Ağaçsakal ve entler, aynı zamanda Ağaçsakal'ın isminin elfçesi olan, kadim zamanlarda çok daha büyük olan Fangorn Ormanı'ında yaşıyorlardı. Enthanımları kaybettikleri için çok uzun yıllardır hiç entçik yoktu ve kalan entlerde ağaçlaşmaya başladıkları için sayıları gitgide azalıyordu.
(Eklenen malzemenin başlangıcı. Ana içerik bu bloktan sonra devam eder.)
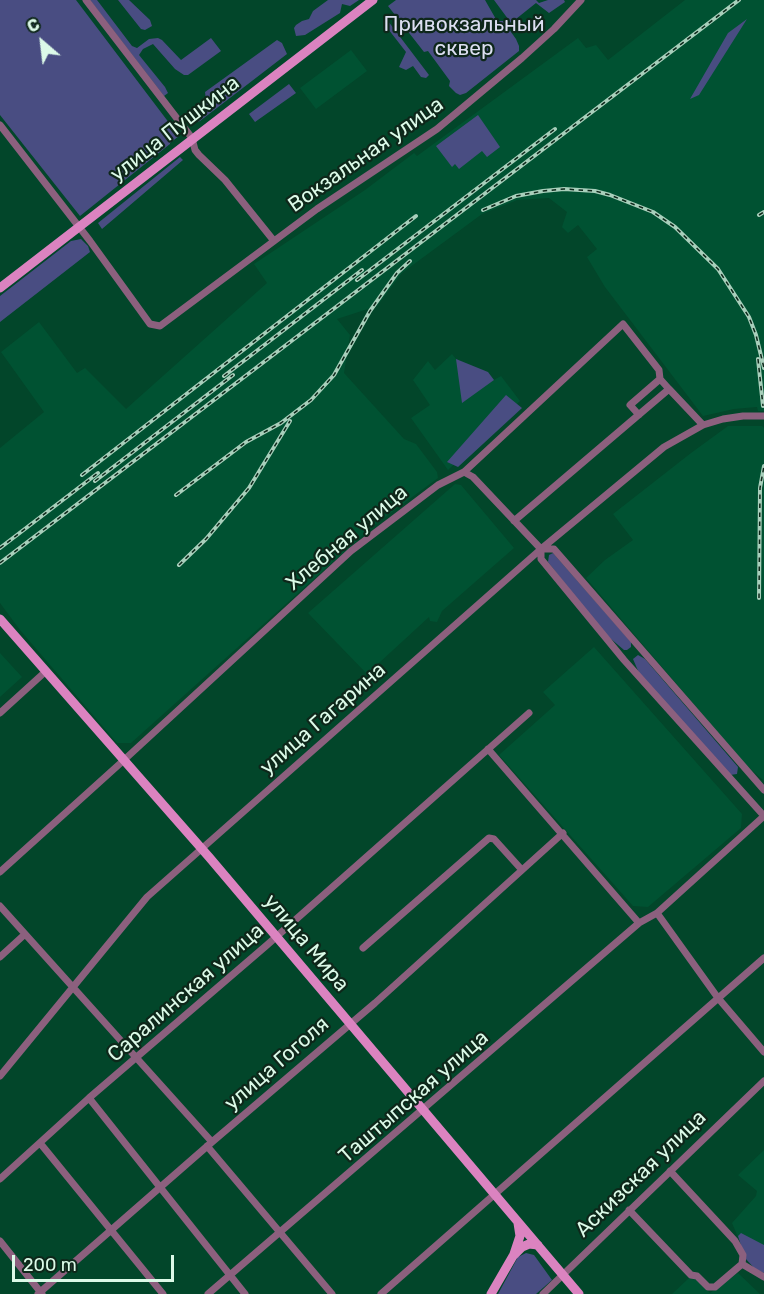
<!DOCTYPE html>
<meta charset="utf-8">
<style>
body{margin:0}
#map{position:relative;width:764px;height:1294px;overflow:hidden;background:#02462a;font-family:Rubik,sans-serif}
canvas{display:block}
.north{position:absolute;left:12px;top:12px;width:60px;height:60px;-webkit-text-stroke:4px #0e271a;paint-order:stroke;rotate:332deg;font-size:16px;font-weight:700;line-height:24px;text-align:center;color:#dcfae8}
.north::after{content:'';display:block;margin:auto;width:21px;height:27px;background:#dcfae8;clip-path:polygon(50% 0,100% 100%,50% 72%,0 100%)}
.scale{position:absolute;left:12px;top:1255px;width:162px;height:27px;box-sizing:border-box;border:3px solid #dcfae8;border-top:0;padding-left:8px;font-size:18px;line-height:21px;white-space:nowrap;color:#dcfae8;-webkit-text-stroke:4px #0e271a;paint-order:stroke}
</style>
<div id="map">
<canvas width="764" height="1294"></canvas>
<div class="north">С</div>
<div class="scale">200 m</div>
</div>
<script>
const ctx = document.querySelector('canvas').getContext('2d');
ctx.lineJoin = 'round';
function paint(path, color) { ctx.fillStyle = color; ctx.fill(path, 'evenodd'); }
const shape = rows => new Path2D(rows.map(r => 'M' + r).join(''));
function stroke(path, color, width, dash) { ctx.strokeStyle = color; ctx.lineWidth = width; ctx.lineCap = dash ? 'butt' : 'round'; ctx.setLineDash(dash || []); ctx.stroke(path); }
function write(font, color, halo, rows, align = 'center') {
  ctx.font = font + ' Rubik,sans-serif'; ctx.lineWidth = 4.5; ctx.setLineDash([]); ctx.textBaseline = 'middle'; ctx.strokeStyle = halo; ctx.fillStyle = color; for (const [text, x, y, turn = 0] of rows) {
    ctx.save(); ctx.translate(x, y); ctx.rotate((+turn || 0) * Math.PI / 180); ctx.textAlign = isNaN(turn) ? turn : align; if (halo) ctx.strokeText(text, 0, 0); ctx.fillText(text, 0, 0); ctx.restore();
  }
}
paint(shape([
 [685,0,764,0,764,411,758,411,757,407,734,409,703,416,605,287,587,257,597,249,578,225,568,233,562,227,567,212,549,198,517,200,482,214,402,273,377,306,337,319,350,335,344,373,404,439,416,444,437,472,438,478,373,526,131,743,117,743,20,630,0,603,0,448,44,412,1,352,39,322,77,373,85,368,126,409,267,283,254,264,365,190,414,153,417,156,578,38,586,48,596,45,608,60],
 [351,50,367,71,316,109,300,88],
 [452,354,480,388,501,376,520,401,448,470,411,418,430,405,413,380,428,361,435,370],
 [728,426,762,426,764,428,764,781,745,764,586,578,605,560,633,540,613,514,691,453],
 [455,484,461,485,514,548,442,611,437,622,430,621,429,617,367,674,308,613],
 [594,647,742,814,741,828,648,907,633,906,499,755,555,705,543,692],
 [0,653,22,677,0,697],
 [764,1150,764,1267,741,1244,732,1223,756,1196,757,1191,738,1175],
 [738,1273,760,1294,672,1294,689,1278,695,1278,710,1293]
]), '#005232');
paint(shape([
 [0,0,76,0,179,136,170,143,170,144,80,216,0,115],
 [90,0,97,0,132,46,137,48,149,39,158,38,162,40,181,60,211,38,221,51,188,75,184,75,175,69,153,44,143,49,139,55,165,87,168,93,164,96],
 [118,0,129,0,150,20,152,26,145,30,141,29],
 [328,0,359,0,350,6,342,4,340,13,305,35,296,36,294,28,296,25,302,21,309,19,313,11],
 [396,0,485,0,497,21,503,21,516,39,519,46,519,51,466,93,460,95,456,93,449,86,450,81,428,51,424,52,388,6],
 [494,0,536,0,539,3,548,0,564,0,565,2,549,13,536,3,511,23],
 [747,19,699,95,690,99,728,33],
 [388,21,429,75,426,78,421,77,413,66,406,70,399,67,406,52,385,25,385,22],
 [277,40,282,43,287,54,200,121,194,123,188,120,188,114,206,100,205,92],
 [289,84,296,93,255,122,249,114],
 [478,115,500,147,487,157,482,151,459,169,455,164,452,167,436,146],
 [180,157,183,160,102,229,98,223],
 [81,239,88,246,90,252,0,322,0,296,71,241],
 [456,359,488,372,494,380,462,403],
 [506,395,522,408,458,467,447,462],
 [553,553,631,642,631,647,627,650,624,650,604,633,548,562,549,555],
 [638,655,645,659,738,767,737,774,730,775,639,673,633,659],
 [741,1233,764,1245,764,1273,755,1269,745,1258,738,1236],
 [526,1253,534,1255,552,1280,536,1294,498,1294,518,1257]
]), '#494d82');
stroke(shape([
 [86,0,192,138,195,150,199,155,225,180,274,241],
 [0,125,90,241,150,324,160,326,317,209,437,129,522,58,554,29,581,0],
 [639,415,630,405,660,379],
 [464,472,473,477,541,549,554,549,764,790],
 [514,521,669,389],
 [541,549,541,559,624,660,764,816],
 [0,713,45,672],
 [488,749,639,923],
 [0,872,124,760,351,551,438,485,464,472,623,324,659,370,660,379,669,389,703,425],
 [0,906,212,1142],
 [657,913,718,998,764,1052],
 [363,948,489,838,494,839,522,870],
 [0,957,24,935],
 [0,1076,147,897,541,549,664,447,703,425,723,419,743,416,764,416],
 [89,1098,245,1294],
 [40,1143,163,1294],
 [207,1146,332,1294],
 [670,1171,735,1241,743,1255,742,1264,764,1277],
 [0,1179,89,1098,267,945,529,713],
 [629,1210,691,1275,697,1276,708,1287,715,1287,742,1264],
 [0,1241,42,1294],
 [38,1294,212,1142,375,1003,563,833],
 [208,1294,639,923,657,913,764,816],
 [381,1294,764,958],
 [543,1294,764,1081]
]), '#8c607e', 7);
stroke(shape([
 [0,288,373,0],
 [0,619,209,857,579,1294],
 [514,1254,520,1236,518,1223],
 [491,1294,513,1256,522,1247,529,1244,538,1245]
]), '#db83c0', 9);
const rail = shape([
 [483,210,516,196,543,191,564,189,595,191,610,195,653,212,675,227,718,269,749,317,756,335,764,368],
 [759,215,764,212],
 [357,280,555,129],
 [758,359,763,406],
 [224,376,362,270],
 [82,475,416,216],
 [95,481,233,375],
 [176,495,246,442,281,423,311,400,334,375,370,311,397,273,410,261],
 [0,548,98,473],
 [0,563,739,0],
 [179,565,206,539,249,488,290,421],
 [759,598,760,488,764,466]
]);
stroke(rail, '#a8cfbb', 4);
stroke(rail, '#0e271a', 1.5, [4.5]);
write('21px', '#dcdff1', '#0e271a', [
 ["Привокзальный",464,25],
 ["сквер",464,49]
]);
write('21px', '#dcfae8', '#0e271a', [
 ["улица Пушкина",175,129,-38],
 ["Вокзальная улица",366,155,-35],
 ["Хлебная улица",347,538,-40],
 ["улица Гагарина",323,719,-41],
 ["улица Мира",306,943,50],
 ["Саралинская улица",186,993,-41],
 ["улица Гоголя",277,1064,-41],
 ["Таштыпская улица",414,1097,-41],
 ["Аскизская улица",641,1174,-44]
]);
</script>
Ağaçsakal'ın hafızası çok kuvvetli idi. Büyük Savaş'tan sonra yanan ormanları hatırlıyordu. Bunu Merry ve Pippin'e söylediği şarkıdan anlayabiliyoruz.

Alıntı
Bahar vakti gezindim Tasarinan'ın söğütlü kırlarında.
Ah! Nan-tasarion'da ne güzeldir Bahar manzarası, Bahar kokusu!
İşte, dedim, en güzeli bu.
Yaz vakti dolandım Ossiriand'ın karaağaç ormanlarında. Ah! Ne güzeldir Yaz ışığı, Yaz müziği Ossir'in Yedi Dereleri kıyısında!
İşte, dedim kendi kendime, en mükemmeli bu.
Neldoreth'in kayınlarına vardım Güz vakti.
Ah! Ne güzeldir Sonbahar, altın ve san ve ah eden yapraklar Taur-na-neldor'da!
Fazlaydı bunlar arzularımdan da.
Kışın tırmandım Dorthonion dağlıklarındaki çamlara.
Ah! Ne güzeldir Kış rüzgarı, Kış beyazı, kara dallar Orod-na-Thon'da!
Yükseldi sesim, şarkı söyledim semaya.
Şimdi bütün o topraklar dalgaların altında,
Yürüyorum Ambarona'da, Tauremorna'da, Aldalöme'de,
Kendi ülkemde, Fangom diyarında
Köklerin uzun
Yılların yapraklardan da sık olduğu
Tauremornalöme'de.


Üçüncü Çağ'ın 3018 yılında Merry ve Pippin, Uruk-hai'lardan kaçabilmek için Fangorn Ormanı'na girdiler. Ormanın havası boğucuydu. Nefes alabilmek için gördükleri bir tepeye çıktılar ve orada buldu Ağaçsakal onları. Ağaçsakal'ın tasviride en güzel burada yapılıyor.

Alıntı
Kendilerini olabilecek en olağandışı yüze bakarken buldular. En azından on dört ayak yüksekliğinde, son derece kuvvetli, hemen hemen hiç ensesi olmayan uzun kafalı, insana, hatta neredeyse trole benzeyen bir surete bakıyorlardı. Yeşil ve kül rengi ağaç kabuğu gibi bir şeylere mi bürünmüş yoksa bu onun derisi mi, pek anlaşılmıyordu. En azından, gövdesinden kısa bir mesafe sonra kolları buruşuk değildi, kahverengi pürüzsüz bir deriyle kaplıydı. Her iki kocaman ayağının yedişer parmağı vardı. Uzun çehresinin alt kısmı yerleri süpüren kül rengi, hemen hemen kökler gibi incecik, uçlan ince ve yosunumsu, orman gibi bir sakalla kaplıydı. Fakat o an için hobbitler gözlerinden başka bir şeye pek dikkat edemiyordu. Bu derin gözler şimdi onları, yavaş yavaş ve ağırbaşlılıkla, sanki delip geçerek inceliyordu. Gözler yeşil ışıklarla alacalanmış kahverengiydi. Daha sonralan Pippin sık sık onlarla ilk karşılaştığında hissettiklerini anlatmaya çalışacaktı.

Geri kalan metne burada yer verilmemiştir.